- What the task requires -
Copy out each line of the data holding "Turn".

- Material provided -
+++
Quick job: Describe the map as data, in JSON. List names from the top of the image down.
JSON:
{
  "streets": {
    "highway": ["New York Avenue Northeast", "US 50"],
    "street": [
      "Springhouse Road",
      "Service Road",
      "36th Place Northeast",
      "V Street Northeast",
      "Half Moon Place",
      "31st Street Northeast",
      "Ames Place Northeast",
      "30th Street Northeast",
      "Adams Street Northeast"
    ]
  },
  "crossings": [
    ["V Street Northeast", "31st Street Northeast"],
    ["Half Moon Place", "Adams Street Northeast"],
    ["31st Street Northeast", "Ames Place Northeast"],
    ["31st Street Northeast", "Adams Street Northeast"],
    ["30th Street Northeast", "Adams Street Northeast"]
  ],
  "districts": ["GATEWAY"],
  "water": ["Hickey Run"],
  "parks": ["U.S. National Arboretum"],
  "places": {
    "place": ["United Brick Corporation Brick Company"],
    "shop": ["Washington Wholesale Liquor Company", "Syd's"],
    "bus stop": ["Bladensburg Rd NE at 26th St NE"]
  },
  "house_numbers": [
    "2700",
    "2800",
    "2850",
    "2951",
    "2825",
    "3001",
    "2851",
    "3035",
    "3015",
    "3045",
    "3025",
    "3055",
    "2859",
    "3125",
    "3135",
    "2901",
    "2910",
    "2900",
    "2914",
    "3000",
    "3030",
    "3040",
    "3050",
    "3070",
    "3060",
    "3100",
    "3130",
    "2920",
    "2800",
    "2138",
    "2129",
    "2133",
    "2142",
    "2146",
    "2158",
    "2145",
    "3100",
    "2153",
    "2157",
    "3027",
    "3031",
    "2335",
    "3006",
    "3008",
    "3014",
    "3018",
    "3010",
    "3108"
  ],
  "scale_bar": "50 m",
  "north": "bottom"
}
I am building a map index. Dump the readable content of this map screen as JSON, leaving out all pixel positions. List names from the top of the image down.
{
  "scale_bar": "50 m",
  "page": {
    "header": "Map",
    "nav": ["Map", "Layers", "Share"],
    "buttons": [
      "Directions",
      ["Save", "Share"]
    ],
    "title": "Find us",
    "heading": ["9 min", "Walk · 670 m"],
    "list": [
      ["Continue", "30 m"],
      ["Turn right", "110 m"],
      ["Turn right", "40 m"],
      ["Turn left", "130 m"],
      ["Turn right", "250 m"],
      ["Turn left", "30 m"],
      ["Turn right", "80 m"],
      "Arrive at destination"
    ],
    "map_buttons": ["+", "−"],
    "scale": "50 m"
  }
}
+++
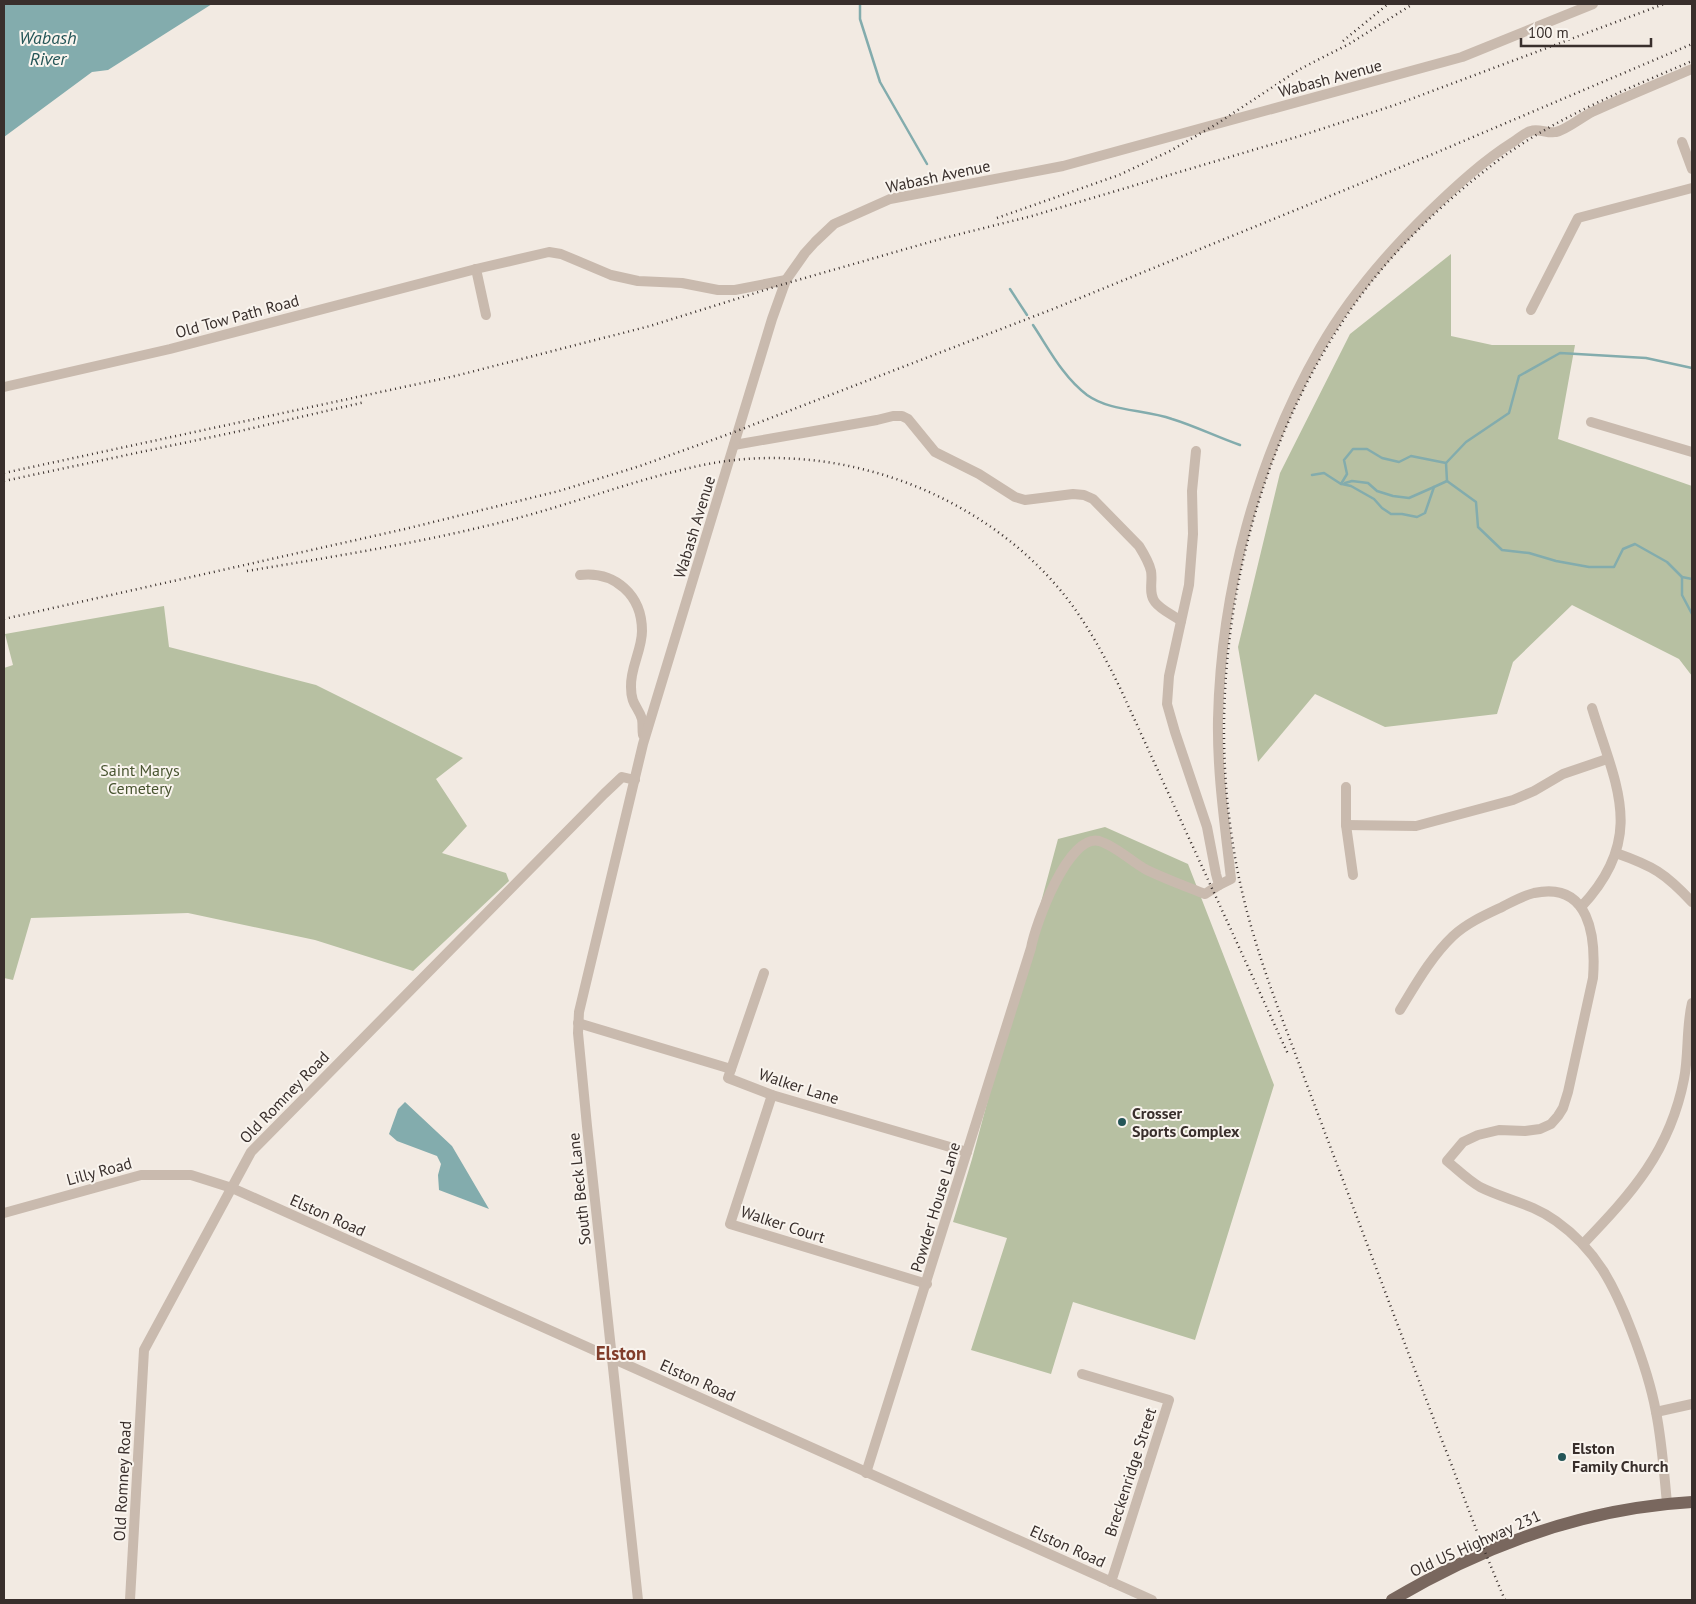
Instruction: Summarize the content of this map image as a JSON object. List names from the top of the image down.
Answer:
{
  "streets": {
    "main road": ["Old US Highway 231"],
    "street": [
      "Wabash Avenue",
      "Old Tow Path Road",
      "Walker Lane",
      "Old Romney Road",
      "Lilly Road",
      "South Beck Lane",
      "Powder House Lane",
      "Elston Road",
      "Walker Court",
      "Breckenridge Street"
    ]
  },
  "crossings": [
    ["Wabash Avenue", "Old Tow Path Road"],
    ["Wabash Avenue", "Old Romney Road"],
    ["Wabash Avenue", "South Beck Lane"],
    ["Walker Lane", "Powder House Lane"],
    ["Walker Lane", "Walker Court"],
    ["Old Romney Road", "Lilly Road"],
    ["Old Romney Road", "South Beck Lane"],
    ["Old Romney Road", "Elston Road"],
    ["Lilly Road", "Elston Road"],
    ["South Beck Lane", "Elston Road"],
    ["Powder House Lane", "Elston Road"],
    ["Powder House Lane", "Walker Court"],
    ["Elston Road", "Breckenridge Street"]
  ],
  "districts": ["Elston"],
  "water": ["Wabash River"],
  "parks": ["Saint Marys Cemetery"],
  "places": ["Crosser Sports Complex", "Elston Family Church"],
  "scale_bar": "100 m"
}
+++
- Completed task -
      ["Turn right", "110 m"],
      ["Turn right", "40 m"],
      ["Turn left", "130 m"],
      ["Turn right", "250 m"],
      ["Turn left", "30 m"],
      ["Turn right", "80 m"],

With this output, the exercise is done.